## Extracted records
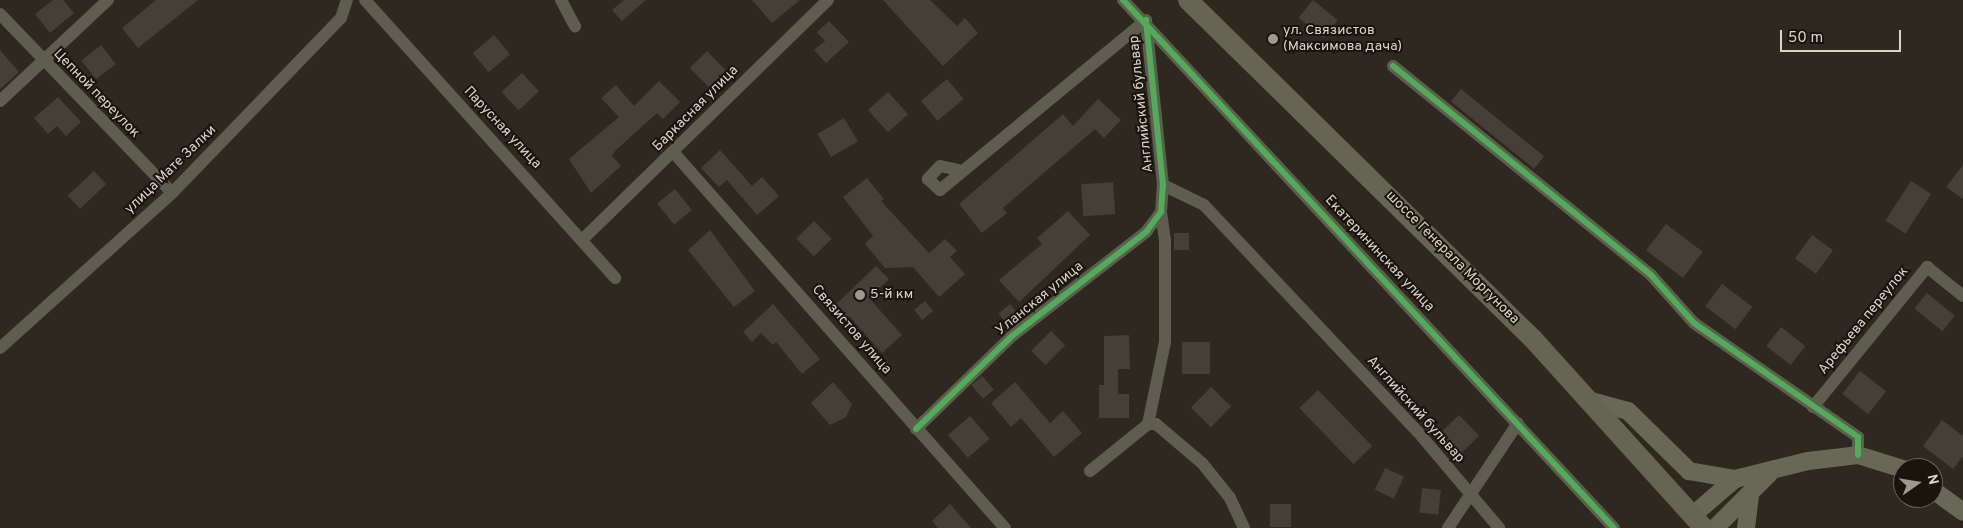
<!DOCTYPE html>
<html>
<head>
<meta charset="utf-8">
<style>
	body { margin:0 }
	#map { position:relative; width:1963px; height:528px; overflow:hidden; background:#2e291e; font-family:Overpass,sans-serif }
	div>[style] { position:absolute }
	.building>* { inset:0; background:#453f36; transform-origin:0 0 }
	.street>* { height:12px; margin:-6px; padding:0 6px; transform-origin:6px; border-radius:6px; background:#5d5d50 }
	.secondary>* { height:18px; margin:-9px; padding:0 9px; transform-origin:9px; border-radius:9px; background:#676858 }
	.primary>* { height:20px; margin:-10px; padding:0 10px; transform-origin:10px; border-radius:10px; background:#656554 }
	.cycleway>* { height:6px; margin:-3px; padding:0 3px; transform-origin:3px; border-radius:3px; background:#51ab58 }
	.dots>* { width:14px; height:14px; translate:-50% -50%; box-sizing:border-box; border:2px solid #19150c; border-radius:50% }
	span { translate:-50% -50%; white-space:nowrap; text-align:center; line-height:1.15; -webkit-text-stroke:4px #19150c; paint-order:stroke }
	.poi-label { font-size:14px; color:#dad5c8 }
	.left { translate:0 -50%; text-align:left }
	.street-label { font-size:14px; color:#dad5c8 }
	.north { position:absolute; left:1893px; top:458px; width:50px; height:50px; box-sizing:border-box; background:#19150c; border:1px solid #666257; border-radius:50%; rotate:77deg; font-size:14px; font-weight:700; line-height:20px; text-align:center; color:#dad5c8 }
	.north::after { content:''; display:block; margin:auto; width:18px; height:22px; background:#9e998c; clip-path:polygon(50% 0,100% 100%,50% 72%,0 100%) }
	.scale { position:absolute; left:1780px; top:30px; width:121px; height:22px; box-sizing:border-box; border:2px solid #dad5c8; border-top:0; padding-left:6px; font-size:15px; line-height:18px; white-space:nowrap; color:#dad5c8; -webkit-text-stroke:4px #19150c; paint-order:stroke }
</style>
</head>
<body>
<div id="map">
	<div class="building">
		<div style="clip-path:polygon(53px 0,63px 0,74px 13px,50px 33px,35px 14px)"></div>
		<div style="clip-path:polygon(156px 0,198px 0,138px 48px,122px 28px)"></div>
		<div style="clip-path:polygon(624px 0,646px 0,622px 21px,612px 10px)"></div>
		<div style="clip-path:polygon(752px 0,800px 0,772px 23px)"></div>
		<div style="clip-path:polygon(883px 0,930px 0,957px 26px,965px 18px,978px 33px,943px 66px)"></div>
		<div style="left:1313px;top:0;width:32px;height:23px;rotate:39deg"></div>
		<div style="clip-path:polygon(829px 21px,849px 42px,826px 63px,814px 50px,825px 41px,817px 32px)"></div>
		<div style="left:494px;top:35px;width:25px;height:28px;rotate:50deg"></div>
		<div style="left:101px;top:45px;width:24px;height:25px;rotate:52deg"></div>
		<div style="clip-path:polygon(0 50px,19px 72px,0 89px)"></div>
		<div style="left:707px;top:51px;width:29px;height:24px;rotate:46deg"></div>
		<div style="left:522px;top:73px;width:25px;height:28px;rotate:47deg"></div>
		<div style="left:947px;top:79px;width:26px;height:34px;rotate:50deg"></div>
		<div style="clip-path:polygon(659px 81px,680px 102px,663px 119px,657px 113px,616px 150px,612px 156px,621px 166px,591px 193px,569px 159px,619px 117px,601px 98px,616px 85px,634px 106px)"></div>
		<div style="left:1461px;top:89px;width:107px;height:16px;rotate:39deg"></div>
		<div style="left:888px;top:92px;width:30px;height:27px;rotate:48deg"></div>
		<div style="clip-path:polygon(58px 97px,81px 122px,66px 136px,57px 126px,48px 134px,34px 118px)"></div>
		<div style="clip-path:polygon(1098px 99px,1121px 120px,1104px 138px,1095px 129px,1003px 208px,1007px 213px,982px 233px,959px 204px,1063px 114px,1073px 126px)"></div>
		<div style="left:844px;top:118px;width:27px;height:31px;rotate:59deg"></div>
		<div style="clip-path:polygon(720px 150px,752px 186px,762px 177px,779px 196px,757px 215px,727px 180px,719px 187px,701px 168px)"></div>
		<div style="clip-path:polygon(1963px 165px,1963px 199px,1946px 187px)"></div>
		<div style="left:94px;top:171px;width:18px;height:36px;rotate:47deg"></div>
		<div style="clip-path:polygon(867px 178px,884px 199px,881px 201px,929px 253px,945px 239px,957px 251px,950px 257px,965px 274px,939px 297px,913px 267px,885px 268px,865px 244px,873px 236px,843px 197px)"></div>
		<div style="left:1911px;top:181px;width:24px;height:47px;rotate:33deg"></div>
		<div style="left:1113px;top:182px;width:32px;height:32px;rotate:86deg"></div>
		<div style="left:675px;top:189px;width:27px;height:23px;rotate:51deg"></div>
		<div style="clip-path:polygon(1068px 211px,1090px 235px,1019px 302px,999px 280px,1042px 244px,1037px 238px)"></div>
		<div style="left:814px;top:221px;width:25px;height:25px;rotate:45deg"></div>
		<div style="left:1666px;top:224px;width:46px;height:33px;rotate:37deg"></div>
		<div style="clip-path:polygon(710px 230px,755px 291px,734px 307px,688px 250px)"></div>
		<div style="left:1174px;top:233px;width:15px;height:17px"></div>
		<div style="left:1812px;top:235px;width:26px;height:29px;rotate:36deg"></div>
		<div style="clip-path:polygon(876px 266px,889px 279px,869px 298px,902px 335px,882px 353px,849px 316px,843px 323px,830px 310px)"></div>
		<div style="left:1722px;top:284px;width:38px;height:28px;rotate:37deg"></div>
		<div style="left:1927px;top:293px;width:36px;height:20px;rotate:39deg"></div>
		<div style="left:925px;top:301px;width:13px;height:14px;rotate:51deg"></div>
		<div style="clip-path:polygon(773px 304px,820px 359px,802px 374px,776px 342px,773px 345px,761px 333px,752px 342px,743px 332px)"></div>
		<div style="left:1010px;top:304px;width:14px;height:15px;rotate:51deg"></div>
		<div style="left:1781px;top:327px;width:31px;height:24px;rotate:38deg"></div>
		<div style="left:1051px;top:331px;width:20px;height:28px;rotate:45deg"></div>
		<div style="clip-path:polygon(1129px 335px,1130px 369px,1118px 369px,1118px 394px,1129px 394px,1129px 418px,1099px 418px,1099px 385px,1104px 385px,1104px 336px)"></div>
		<div style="left:1182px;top:342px;width:28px;height:32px"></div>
		<div style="left:1860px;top:371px;width:33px;height:29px;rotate:38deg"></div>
		<div style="left:982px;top:376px;width:18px;height:14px;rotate:49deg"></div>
		<div style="clip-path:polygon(833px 382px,852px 404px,846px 417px,830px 425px,811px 403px)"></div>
		<div style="clip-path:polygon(1015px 382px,1050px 423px,1063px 411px,1082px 433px,1054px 457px,1021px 418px,1011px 427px,991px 403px)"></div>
		<div style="left:1211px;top:387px;width:28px;height:29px;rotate:44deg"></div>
		<div style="left:1318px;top:390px;width:78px;height:26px;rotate:46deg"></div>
		<div style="left:1459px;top:415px;width:29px;height:33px;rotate:46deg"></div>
		<div style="left:970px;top:416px;width:30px;height:29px;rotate:49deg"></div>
		<div style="clip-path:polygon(1942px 420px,1963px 436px,1963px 456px,1953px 469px,1923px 446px)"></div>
		<div style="left:1385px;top:468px;width:21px;height:24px;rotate:25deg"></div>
		<div style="left:1422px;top:488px;width:19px;height:25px;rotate:6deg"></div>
		<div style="clip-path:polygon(950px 504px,971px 528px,938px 528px,932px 521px)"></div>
		<div style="left:1270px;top:504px;width:21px;height:23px"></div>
	</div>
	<div class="street">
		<div style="left:365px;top:0;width:374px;rotate:48deg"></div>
		<div style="left:561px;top:0;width:30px;rotate:62deg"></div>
		<div style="left:1123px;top:0;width:721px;rotate:47.08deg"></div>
		<div style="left:0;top:14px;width:248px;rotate:46.1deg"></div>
		<div style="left:1393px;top:66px;width:332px;rotate:39deg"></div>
		<div style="left:1651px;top:275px;width:64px;rotate:48.1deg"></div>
		<div style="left:1694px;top:323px;width:200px;rotate:34.8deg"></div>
		<div style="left:1858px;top:437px;width:18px;rotate:90deg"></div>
		<div style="left:0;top:101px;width:148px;rotate:-43.1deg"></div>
		<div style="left:674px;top:153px;width:500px;rotate:48.57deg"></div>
		<div style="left:959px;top:170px;width:19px;rotate:-168deg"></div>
		<div style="left:940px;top:166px;width:18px;rotate:133deg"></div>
		<div style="left:928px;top:179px;width:16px;rotate:43deg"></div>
		<div style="left:940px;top:190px;width:267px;rotate:-39.5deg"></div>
		<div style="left:1163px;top:185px;width:46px;rotate:26deg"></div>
		<div style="left:1204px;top:205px;width:312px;rotate:46.7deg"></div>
		<div style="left:1418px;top:432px;width:126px;rotate:49.8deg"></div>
		<div style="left:1161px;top:212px;width:28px;rotate:82deg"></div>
		<div style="left:1165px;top:240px;width:102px;rotate:90deg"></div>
		<div style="left:1165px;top:342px;width:84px;rotate:101.7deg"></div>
		<div style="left:1148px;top:424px;width:8px"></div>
		<div style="left:1156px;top:424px;width:60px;rotate:40.3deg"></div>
		<div style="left:1202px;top:463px;width:45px;rotate:51.3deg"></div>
		<div style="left:1230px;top:498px;width:33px;rotate:65deg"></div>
		<div style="left:584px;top:238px;width:341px;rotate:-44.3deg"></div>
		<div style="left:0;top:348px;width:232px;rotate:-42deg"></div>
		<div style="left:172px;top:193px;width:243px;rotate:-46deg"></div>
		<div style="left:341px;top:18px;width:19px;rotate:-72deg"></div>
		<div style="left:1813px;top:407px;width:181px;rotate:-50.8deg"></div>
		<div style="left:1927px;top:267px;width:46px;rotate:38.9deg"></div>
		<div style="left:916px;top:429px;width:134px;rotate:-44.1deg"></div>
		<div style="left:1012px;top:336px;width:170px;rotate:-37.8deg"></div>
		<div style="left:1146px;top:232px;width:25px;rotate:-53deg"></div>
		<div style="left:1161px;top:212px;width:27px;rotate:-86deg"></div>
		<div style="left:1163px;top:185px;width:166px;rotate:-95.9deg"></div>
		<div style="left:1090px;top:471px;width:75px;rotate:-39deg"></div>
		<div style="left:1448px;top:528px;width:126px;rotate:-56.3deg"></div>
	</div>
	<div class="secondary">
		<div style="left:1591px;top:401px;width:38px;rotate:15deg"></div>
		<div style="left:1628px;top:411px;width:86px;rotate:44.5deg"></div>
		<div style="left:1689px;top:471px;width:47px;rotate:9.9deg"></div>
		<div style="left:1735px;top:479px;width:75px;rotate:-13.9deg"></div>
		<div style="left:1808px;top:461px;width:50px;rotate:-6.8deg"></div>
		<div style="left:1858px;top:455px;width:47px;rotate:17.3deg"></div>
		<div style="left:1933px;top:490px;width:37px;rotate:36deg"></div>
		<div style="left:1693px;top:515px;width:55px;rotate:-40.6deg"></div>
		<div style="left:1715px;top:528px;width:76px;rotate:-45deg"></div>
		<div style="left:1746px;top:528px;width:33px;rotate:-83deg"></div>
	</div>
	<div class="primary">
		<div style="left:1188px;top:0;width:484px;rotate:44.5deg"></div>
		<div style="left:1533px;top:339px;width:255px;rotate:47.9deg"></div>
	</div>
	<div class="cycleway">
		<div style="left:1123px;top:0;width:721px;rotate:47.08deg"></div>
		<div style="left:1393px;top:66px;width:332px;rotate:39deg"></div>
		<div style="left:1651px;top:275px;width:64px;rotate:48.1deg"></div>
		<div style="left:1694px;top:323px;width:200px;rotate:34.8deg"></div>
		<div style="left:1858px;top:437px;width:18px;rotate:90deg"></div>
		<div style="left:916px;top:429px;width:134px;rotate:-44.1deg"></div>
		<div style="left:1012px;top:336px;width:170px;rotate:-37.8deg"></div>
		<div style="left:1146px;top:232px;width:25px;rotate:-53deg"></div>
		<div style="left:1161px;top:212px;width:27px;rotate:-86deg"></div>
		<div style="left:1163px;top:185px;width:166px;rotate:-95.9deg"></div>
	</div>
	<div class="dots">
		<div style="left:1273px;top:39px;background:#9e998c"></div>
		<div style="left:860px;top:295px;background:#9e998c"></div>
	</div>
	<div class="poi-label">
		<span class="left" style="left:1283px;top:39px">ул. Связистов<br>(Максимова дача)</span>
		<span class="left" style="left:870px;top:295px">5-й км</span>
	</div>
	<div class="street-label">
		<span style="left:96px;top:94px;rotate:46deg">Цепной переулок</span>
		<span style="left:1142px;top:104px;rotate:-96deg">Английский бульвар</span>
		<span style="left:696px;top:109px;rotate:-45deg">Баркасная улица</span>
		<span style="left:502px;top:128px;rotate:47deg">Парусная улица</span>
		<span style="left:171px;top:170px;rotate:-44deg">улица Мате Залки</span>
		<span style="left:1379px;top:254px;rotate:47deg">Екатерининская улица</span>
		<span style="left:1452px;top:258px;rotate:45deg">шоссе Генерала Моргунова</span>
		<span style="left:1040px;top:299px;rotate:-39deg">Уланская улица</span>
		<span style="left:1864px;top:321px;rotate:-51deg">Арефьева переулок</span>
		<span style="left:851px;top:330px;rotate:49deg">Связистов улица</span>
		<span style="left:1415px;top:410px;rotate:48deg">Английский бульвар</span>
	</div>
	<div class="north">N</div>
	<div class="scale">50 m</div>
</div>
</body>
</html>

## WORK REQUEST
Starting at the first line of the records above, set down each line exactly through the one that holds "position:relative; width:1963px; height:528px;". Omit pictures.

## SOLUTION BELOW
<!DOCTYPE html>
<html>
<head>
<meta charset="utf-8">
<style>
	body { margin:0 }
	#map { position:relative; width:1963px; height:528px; overflow:hidden; background:#2e291e; font-family:Overpass,sans-serif }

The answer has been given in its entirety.